Säufer werden zur Kasse gebeten

EVP-Grossrat Ruedi Löffel kämpft gegen Alkohol-Exzesse.
EVP-Grossrat Ruedi Löffel kämpft gegen Alkohol-Exzesse.

Schwer Alkoholisierte sollen in Zukunft nicht mehr automatisch ins Spital eingeliefert werden. Und sie sollen für die Kosten selber aufkommen. Das forderte gestern der Grosse Rat in einer Motion.

 

Seit 17 Jahren beschäftigt sich Ruedi Löffel beim Blauen Kreuz mit Suchtprävention. Als Folge seiner langjährigen Erfahrung hat er sich in einer Motion für die Errichtung einer zentralen Ausnüchterungsstelle (ZAS) starkgemacht. Gleichzeitig fordert er, dass die Kosten den Säufern in Rechnung gestellt werden.

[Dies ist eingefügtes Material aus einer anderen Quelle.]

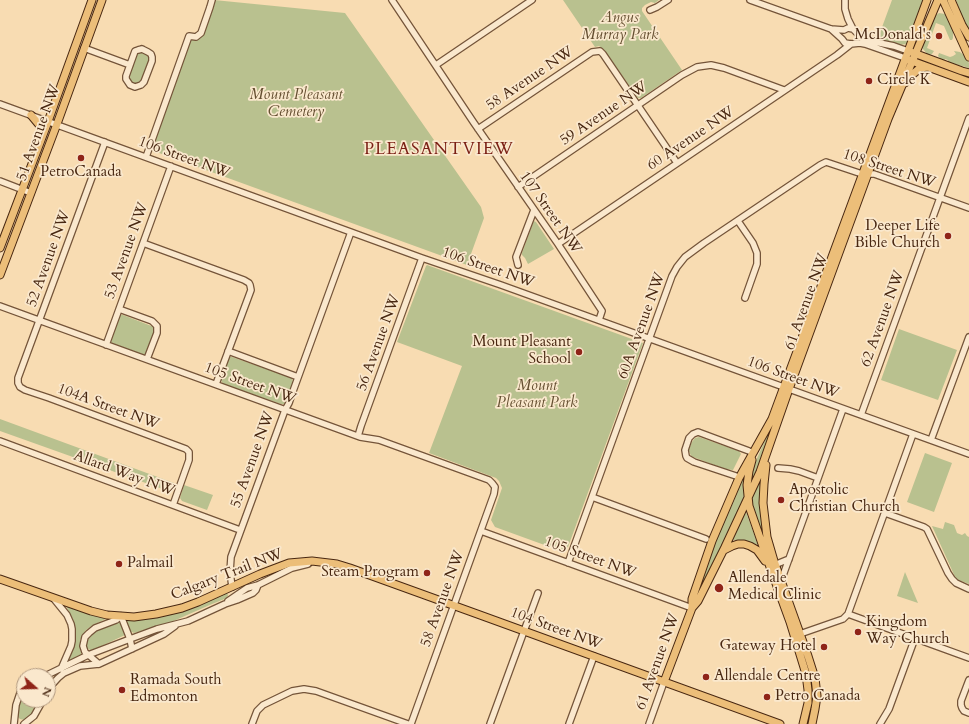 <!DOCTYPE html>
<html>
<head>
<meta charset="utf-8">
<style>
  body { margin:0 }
  #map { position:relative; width:969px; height:724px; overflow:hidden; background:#f8dcb2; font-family:Cardo,serif }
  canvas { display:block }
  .north { position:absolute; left:16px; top:668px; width:40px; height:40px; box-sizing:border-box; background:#fae8cd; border:1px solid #b39b82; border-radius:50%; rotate:110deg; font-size:11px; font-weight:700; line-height:16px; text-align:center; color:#482711 }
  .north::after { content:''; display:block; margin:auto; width:14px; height:18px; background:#8f2418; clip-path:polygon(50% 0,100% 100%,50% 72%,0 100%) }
</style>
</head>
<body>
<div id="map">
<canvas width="969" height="724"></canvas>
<div class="north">N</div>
</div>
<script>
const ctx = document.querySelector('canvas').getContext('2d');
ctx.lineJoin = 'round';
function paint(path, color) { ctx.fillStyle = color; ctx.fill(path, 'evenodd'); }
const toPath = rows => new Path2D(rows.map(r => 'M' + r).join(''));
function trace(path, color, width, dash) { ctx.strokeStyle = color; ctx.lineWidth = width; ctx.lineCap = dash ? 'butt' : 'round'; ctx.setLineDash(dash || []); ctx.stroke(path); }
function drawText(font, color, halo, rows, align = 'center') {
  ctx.font = font + ' Cardo,serif'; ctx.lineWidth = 3.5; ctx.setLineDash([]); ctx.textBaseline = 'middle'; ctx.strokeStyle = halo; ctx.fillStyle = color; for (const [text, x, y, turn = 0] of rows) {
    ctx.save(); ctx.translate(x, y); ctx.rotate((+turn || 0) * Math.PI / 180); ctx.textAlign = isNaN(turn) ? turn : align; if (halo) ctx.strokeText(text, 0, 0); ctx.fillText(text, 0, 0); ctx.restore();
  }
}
const green = toPath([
  [214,0,345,13,481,207,484,218,467,265,151,150,190,39,196,38],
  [563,0,659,0,655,3,651,2,645,5,642,8,642,11,682,70,641,98,638,98,604,50,599,46,595,47],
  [892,0,923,0,907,44,899,45,878,38],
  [956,0,969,0,969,30,964,21],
  [939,13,945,14,947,16,953,30,953,38,952,40,950,40,944,26,936,23,927,48,934,51,932,54,928,55,923,49,922,46,935,16],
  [141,51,149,55,149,60,142,81,136,85,129,81,128,76,136,53],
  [954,51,960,52,965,56,969,63,969,68,948,62,948,60,945,59,944,60,941,59,938,56,939,53,950,57,953,56,956,54],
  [534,221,536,222,554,249,528,264,525,258,522,255,522,253,533,223],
  [427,265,643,343,568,547,561,551,495,527,491,520,501,491,502,488,499,481,496,478,429,453,462,366,397,342,426,266],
  [121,315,123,315,154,327,155,329,146,353,145,354,142,354,112,343,111,342,119,316],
  [899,329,957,350,938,400,881,380],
  [230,357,232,357,292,378,293,382,284,404,281,404,223,384,221,380,229,358],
  [0,419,174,483,171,492,0,431],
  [773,423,761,461,750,487,753,467],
  [699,437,739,451,741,454,733,470,725,469,693,457,691,456,689,451,689,449,692,442,695,438],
  [925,453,952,463,934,512,907,502],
  [761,477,767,549,751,501,760,478],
  [743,478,744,479,744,499,698,596,696,595,722,526,734,501,739,488],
  [184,485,213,495,207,510,182,501,180,498],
  [745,512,746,512,758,545,750,542,733,540],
  [945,522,954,525,957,533,962,535,965,533,967,536,969,537,969,584,956,579,932,526,943,529],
  [905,572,918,603,897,596],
  [226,591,228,595,227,598,212,604,169,623,134,633,128,630,125,621,126,621,138,620,156,617],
  [66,606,108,618,93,625,86,630,82,637,80,640,80,647,81,653,81,655,70,661,69,660,76,635,75,629,73,619],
  [118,622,121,624,126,633,125,635,93,650,90,650,86,647,85,645,86,639,93,632],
  [24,691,24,700,36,700,39,702,32,714,26,720,24,720,20,719,17,716,17,704]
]);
const minor = toPath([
  [392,0,474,123,558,244,602,311,599,320],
  [750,0,831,29,844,30,848,28,853,29],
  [845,0,845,9,848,19,853,29,862,38,870,41,894,46,908,51],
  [650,10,657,7,668,0],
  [831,29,842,39,845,43,851,44,860,43,865,44,905,58],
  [84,48,130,65],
  [142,49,148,52,151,54,152,57,152,61,144,82,141,85,135,87,130,85,126,79,126,76,135,51,138,50,142,49],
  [436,65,532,0],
  [0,104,422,258,501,285,969,454],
  [478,129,592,52,600,51,603,54,677,163],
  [105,142,18,378,18,383,20,387,25,390,49,398,186,449,189,452,189,460,173,505],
  [146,157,189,36,196,37,201,33,210,7,212,0],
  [0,181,31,193],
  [518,187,682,75,697,67,711,65,724,68,784,90],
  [738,221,753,243,757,253,757,264,745,298],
  [143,243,244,280,249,283,250,285,251,290,216,384],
  [558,244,837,55,851,44],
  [518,265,516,257,534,210],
  [0,306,349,433,360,437,379,440,489,480,492,483,495,487,494,494,411,724],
  [119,309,152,321,157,326,157,333,147,359],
  [106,345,171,166],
  [228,351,298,377],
  [861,415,969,118],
  [358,436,361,426,422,258],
  [931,440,969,337],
  [0,441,240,530],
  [778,468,790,469,799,471,818,478],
  [736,476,694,462,687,458,686,456,685,450,689,438,693,434,698,432,749,451],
  [592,497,706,539],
  [885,513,924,527,927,529,948,573,952,579,956,583,969,589],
  [481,531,692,608],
  [568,563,672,276,677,267,685,257,704,243,820,165,826,162,862,174,874,174,877,175,969,208],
  [772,566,789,559],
  [781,581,843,409],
  [232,587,230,572,231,557,285,410,289,403,292,394,351,232],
  [54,599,67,615,71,624,72,629,72,641,71,646,61,669],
  [228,601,247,588,258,585,292,568,308,564],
  [848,614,913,434],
  [797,635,843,619,848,614,969,658],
  [99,664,85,652,83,646,85,637,89,633,95,628,116,620,121,616,130,639,132,649],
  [45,676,88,655,130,639,157,629,188,621,225,604,237,600,253,593,256,590,258,585],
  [969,680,961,701,961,705,962,708,964,711,969,713],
  [49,688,58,678,64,673,80,666,99,664,164,634,175,626],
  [14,724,16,705,20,693,24,688],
  [24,724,34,716,43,700],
  [252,724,257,711,263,705,292,691,304,689,316,691,408,724],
  [490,724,538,593],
  [569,724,594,656],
  [649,724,664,682],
  [880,724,889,709,915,638]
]);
const major = toPath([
  [943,0,969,57],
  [951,0,962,25,969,37],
  [911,52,962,71,969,73],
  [909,60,969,82],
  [905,83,913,74,920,68,928,67],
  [31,115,41,127,42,136],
  [0,248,46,127,92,0],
  [0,275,57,124,102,0],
  [752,460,749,471,747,485,749,506,770,567,790,622,806,674,808,690,808,703,803,724],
  [766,465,764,484,763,503,767,537,774,561,808,656,815,678,817,696,815,709,812,724],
  [724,550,732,546,738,544,744,544,750,546,757,550,765,561],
  [0,579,91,611,107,615,121,616,134,617,156,614,182,608,198,602,260,574,289,563,312,561,337,564,350,568,480,615,780,724],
  [692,608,698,601,725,547,760,472,789,389,888,119,938,0],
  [664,682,692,608,692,599,712,541,739,478,772,419,927,0]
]);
const markers = [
  [939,36,4,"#8f2418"],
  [869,81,4,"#8f2418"],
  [81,158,4,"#8f2418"],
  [948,236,4,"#8f2418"],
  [579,352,4,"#8f2418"],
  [781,500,4,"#8f2418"],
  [119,564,4,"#8f2418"],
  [427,573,4,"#8f2418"],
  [719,588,5,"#8f2418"],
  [858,632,4,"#8f2418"],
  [824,647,4,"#8f2418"],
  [706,677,4,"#8f2418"],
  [122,690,4,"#8f2418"],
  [767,697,4,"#8f2418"]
];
const parkNames = [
  ["Angus",620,19],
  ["Murray Park",620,36],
  ["Mount Pleasant",296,96],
  ["Cemetery",296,113],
  ["Mount",537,387],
  ["Pleasant Park",537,404]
];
const poiNames = [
  ["McDonald's",931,36,"right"],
  ["Circle K",877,81],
  ["PetroCanada",81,173,"center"],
  ["Deeper Life",940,227,"right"],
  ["Bible Church",940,244,"right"],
  ["Mount Pleasant",571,343,"right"],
  ["School",571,360,"right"],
  ["Apostolic",789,491],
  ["Christian Church",789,508],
  ["Palmail",127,564],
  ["Steam Program",419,573,"right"],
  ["Allendale",728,579],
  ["Medical Clinic",728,596],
  ["Kingdom",866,623],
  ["Way Church",866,640],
  ["Gateway Hotel",816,647,"right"],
  ["Allendale Centre",714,677],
  ["Ramada South",130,681],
  ["Edmonton",130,698],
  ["Petro Canada",775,697]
];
const streetNames = [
  ["58 Avenue NW",530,79,-34],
  ["59 Avenue NW",604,114,-34],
  ["51 Avenue NW",39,133,-70],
  ["60 Avenue NW",691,139,-34],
  ["106 Street NW",184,158,20],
  ["108 Street NW",889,169,18],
  ["107 Street NW",550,213,55],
  ["53 Avenue NW",127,251,-70],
  ["52 Avenue NW",49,259,-70],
  ["106 Street NW",488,268,19],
  ["61 Avenue NW",807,302,-70],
  ["62 Avenue NW",883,319,-70],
  ["60A Avenue NW",642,326,-70],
  ["56 Avenue NW",379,343,-70],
  ["106 Street NW",793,378,20],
  ["105 Street NW",250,384,20],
  ["104A Street NW",108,407,20],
  ["55 Avenue NW",253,460,-70],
  ["Allard Way NW",124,474,20],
  ["105 Street NW",590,558,20],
  ["Calgary Trail NW",227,575,-21],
  ["58 Avenue NW",443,599,-70],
  ["104 Street NW",556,629,20],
  ["61 Avenue NW",658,662,-70]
];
const quarterNames = [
  ["PLEASANTVIEW",439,150]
];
paint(green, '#b9c18f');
trace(minor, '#745439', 8);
trace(major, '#482711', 9);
trace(minor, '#fae8cd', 5.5);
trace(major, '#ecbe79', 7);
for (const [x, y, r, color] of markers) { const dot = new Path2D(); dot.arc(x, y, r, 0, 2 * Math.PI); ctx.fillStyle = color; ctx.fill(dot); trace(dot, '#fae8cd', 1.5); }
drawText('italic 15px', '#644e30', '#fae8cd', parkNames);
drawText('15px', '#482711', '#fae8cd', poiNames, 'left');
drawText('15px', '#482711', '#fae8cd', streetNames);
ctx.letterSpacing = '1px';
drawText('17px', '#7a1f14', '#fae8cd', quarterNames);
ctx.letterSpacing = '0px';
</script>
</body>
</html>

Der EVP-Politiker aus Münchenbuchsee dürfte somit aufgrund seines beruflichen Hintergrunds wissen, wovon er spricht. Ein Eindruck, den gestern im Grossen Rat nicht alle Votanten zu vermitteln vermochten. Etwa jene von der FDP oder der BDP, die eine Kostenbeteiligung durch die Säufer guthiessen, gleichzeitig aber den Aufbau von neuen Strukturen wie eben von Ausnüchterungsstellen ablehnten. Doch das Errichten einer ZAS ist eine Voraussetzung dafür, dass die Säufer zur Kasse gebeten werden können. «Sind sie einmal im Spital, so muss die Grundversicherung zahlen. Da haben wir als Kantonsvertreter keine Handhabe», sagte Löffel.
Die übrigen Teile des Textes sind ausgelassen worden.